I also think there is equal violence in the demand to know the emotional world of someone who has made it clear they don’t want to share. For me, it’s enough to know that this other person needs to hide away. I can ask about it out of a personal desire to connect. But it might be that connection isn’t possible for us, in which case fine; I’m not responsible for the other person’s need to hide away. I can choose to wait patiently by the locked door, or I can say ‘now it’s up to you, but if you don’t come out soon I’m going to leave’, or indeed I can just walk away. But why break the door down?
Seeing something clearly is one thing; choosing to share that observation is another.
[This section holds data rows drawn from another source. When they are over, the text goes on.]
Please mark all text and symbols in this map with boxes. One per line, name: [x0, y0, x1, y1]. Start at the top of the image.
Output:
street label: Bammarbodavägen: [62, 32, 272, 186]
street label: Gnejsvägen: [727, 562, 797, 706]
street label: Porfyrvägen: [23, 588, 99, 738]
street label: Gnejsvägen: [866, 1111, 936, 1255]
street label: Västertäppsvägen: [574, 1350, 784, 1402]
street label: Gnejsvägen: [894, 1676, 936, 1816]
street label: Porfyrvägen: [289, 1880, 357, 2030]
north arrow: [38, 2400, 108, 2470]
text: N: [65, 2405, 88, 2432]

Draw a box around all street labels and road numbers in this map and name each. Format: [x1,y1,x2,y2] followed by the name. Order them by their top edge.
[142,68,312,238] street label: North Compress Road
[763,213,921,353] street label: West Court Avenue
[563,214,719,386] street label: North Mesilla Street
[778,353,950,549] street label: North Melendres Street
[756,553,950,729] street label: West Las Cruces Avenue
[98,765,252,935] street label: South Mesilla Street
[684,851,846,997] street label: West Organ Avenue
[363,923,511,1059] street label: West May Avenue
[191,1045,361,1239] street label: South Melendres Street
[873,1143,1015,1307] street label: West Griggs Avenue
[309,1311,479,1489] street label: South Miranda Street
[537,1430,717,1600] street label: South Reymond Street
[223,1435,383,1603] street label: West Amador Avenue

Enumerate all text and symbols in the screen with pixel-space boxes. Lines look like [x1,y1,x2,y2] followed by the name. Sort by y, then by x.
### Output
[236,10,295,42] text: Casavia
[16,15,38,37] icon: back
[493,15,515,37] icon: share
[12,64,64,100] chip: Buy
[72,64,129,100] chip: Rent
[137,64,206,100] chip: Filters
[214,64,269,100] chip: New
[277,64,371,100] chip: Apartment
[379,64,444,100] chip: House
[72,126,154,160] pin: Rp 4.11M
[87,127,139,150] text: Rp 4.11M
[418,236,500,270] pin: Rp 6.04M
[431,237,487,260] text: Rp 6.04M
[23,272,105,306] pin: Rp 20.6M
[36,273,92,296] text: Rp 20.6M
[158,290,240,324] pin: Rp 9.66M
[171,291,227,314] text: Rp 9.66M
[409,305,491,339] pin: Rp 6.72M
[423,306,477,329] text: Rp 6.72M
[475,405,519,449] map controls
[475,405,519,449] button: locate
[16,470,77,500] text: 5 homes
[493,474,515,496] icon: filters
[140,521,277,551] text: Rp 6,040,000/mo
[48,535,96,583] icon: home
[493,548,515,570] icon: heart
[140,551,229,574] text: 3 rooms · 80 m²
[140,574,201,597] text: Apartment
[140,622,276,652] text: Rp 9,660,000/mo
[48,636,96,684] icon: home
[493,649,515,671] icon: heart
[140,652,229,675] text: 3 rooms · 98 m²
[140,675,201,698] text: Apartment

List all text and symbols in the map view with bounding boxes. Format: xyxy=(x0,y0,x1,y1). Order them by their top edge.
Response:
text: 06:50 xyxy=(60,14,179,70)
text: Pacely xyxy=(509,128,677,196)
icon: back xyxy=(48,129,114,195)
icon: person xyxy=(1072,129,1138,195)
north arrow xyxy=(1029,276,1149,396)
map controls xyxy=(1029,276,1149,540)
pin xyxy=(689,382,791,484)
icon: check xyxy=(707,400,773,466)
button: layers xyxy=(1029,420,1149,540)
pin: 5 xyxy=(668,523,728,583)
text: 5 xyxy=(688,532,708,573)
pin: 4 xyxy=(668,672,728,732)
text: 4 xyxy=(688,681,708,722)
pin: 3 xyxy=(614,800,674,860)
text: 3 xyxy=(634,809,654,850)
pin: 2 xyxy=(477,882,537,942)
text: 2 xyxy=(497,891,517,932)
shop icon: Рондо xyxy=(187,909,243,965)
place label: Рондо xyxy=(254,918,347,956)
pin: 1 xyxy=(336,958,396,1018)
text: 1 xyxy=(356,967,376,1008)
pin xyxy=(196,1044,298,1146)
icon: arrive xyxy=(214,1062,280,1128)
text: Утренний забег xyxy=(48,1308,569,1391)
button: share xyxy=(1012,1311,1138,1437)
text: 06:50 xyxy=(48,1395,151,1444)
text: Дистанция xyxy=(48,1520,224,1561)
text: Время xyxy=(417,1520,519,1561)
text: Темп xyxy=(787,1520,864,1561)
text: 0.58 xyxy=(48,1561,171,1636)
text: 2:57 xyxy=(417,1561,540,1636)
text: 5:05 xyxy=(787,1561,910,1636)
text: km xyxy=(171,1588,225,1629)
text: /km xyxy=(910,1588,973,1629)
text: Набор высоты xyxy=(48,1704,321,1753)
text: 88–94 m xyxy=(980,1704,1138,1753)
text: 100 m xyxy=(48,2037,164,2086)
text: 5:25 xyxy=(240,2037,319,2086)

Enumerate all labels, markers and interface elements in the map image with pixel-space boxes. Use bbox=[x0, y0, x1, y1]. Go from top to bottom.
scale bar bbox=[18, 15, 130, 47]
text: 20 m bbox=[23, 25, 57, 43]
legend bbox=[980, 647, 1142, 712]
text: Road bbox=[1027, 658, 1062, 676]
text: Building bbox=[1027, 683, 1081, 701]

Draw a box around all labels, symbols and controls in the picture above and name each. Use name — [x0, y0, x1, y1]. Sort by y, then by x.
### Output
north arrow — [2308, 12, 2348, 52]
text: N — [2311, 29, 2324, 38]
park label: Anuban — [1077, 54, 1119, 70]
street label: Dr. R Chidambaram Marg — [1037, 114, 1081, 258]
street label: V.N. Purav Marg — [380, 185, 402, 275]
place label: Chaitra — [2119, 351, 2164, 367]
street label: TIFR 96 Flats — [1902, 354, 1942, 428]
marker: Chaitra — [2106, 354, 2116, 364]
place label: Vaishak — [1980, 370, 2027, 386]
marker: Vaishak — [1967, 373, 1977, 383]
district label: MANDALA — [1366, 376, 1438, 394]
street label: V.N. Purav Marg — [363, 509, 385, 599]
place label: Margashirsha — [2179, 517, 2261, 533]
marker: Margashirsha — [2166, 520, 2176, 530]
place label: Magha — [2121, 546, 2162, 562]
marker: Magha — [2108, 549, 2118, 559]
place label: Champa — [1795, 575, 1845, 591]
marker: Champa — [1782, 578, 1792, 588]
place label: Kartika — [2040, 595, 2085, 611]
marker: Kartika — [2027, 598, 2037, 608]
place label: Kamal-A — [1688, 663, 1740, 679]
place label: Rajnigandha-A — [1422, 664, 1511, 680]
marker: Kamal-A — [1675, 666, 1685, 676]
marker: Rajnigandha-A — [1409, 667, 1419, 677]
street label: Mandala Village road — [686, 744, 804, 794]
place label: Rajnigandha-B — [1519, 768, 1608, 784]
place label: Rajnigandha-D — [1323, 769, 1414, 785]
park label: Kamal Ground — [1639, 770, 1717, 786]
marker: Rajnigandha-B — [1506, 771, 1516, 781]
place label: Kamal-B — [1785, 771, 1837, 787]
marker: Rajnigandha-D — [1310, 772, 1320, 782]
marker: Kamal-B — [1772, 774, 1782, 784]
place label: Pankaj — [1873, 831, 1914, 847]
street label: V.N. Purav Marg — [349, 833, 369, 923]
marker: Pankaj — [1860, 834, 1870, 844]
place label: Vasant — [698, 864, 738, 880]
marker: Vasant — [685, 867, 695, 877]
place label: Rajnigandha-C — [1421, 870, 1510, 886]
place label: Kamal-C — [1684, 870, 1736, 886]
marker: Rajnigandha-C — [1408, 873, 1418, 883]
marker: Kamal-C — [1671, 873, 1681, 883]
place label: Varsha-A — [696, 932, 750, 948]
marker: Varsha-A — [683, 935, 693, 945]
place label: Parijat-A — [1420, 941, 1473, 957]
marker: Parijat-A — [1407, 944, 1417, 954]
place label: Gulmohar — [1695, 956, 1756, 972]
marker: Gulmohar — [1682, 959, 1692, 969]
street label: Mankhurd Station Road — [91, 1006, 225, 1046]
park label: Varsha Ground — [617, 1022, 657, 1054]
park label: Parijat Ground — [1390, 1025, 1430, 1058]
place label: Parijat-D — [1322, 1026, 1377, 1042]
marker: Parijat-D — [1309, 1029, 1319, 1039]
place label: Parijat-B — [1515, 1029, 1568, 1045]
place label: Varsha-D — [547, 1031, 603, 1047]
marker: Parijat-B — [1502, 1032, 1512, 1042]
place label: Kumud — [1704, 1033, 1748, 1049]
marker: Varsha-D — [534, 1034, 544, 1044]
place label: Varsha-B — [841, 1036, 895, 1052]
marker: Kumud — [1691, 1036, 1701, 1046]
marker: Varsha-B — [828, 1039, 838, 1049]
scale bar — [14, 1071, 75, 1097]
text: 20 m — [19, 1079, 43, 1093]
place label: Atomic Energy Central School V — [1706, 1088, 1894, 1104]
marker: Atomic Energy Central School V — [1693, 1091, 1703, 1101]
In reading about Buddhist practices, I remember one writer stating that the Buddha opposed evangelism on the grounds that his teachings were designed to remove the illusions that keep us from enlightenment, and that people need to come to the teachings when they’re ready. The logic here being that it is cruel to shatter a person’s illusions when they are unready to deal with the consequences; the light is too bright for someone who has acclimatised to dakrness.
That’s why, whilst I strive towards contact with another, I put more emphasis on support and respecting the resistance I encounter.
How intrusive and demanding is a hostile face to the outside?
We have learned from our hunter and gatherer ancestors to react to such a sign announcing a possible danger in our environment.
The wish to understand what happens to a person who expresses suddenly such an attitude is a old reaction who has helped humanity to survive.
I am amazed that you still imagine one needs to break in, when everything who needs to be know is already visible at the behaviour. By the way, I don’t use your metaphor of the face as door, as it neglects lots of other aspects how a person interacts with the outside…postures,voices, word choice,…!
I propose to see the megalomaniac projection in this, expecting everybody to not see the obvious. The idea that one has power through this attitude over another human or a group.
I don’t need to search for the inside, if the inside communicates already .
This attitude does not prevent the own fragile aspects from hurt but reaffirms the power of ego parts wanting to be recognised as superior, powerful and able to control the environment, repressing emotions as inferior, weak and social irrelevant to the own expected image.
I think, it prevents questioning their own participation in a cold violence still oppressing those hurts and imposes on others to not care about it, and their own participation of creating a society reflecting this kind of mistrust to the human potential as the only reality worth a mature view on life.
I don’t confuse Buddha s spirit with the noises of his followers who wrote a lot, once he was dead, serving their clergy hierarchy purposes.
A cold war wall pretending to protect the citizen of a country, could simply be the oppression of a clique towards this citizen.
Acting cool is fashionable these days to some as posturing.
This cold attitude is the cynical equivalent of the harsh violence.
Psychology without sociology might avoid some interconnection factors.
With solidarity greetings to those aspects who suffers from repression through a regime imposing to confuse a propaganda pretending to care with the real act.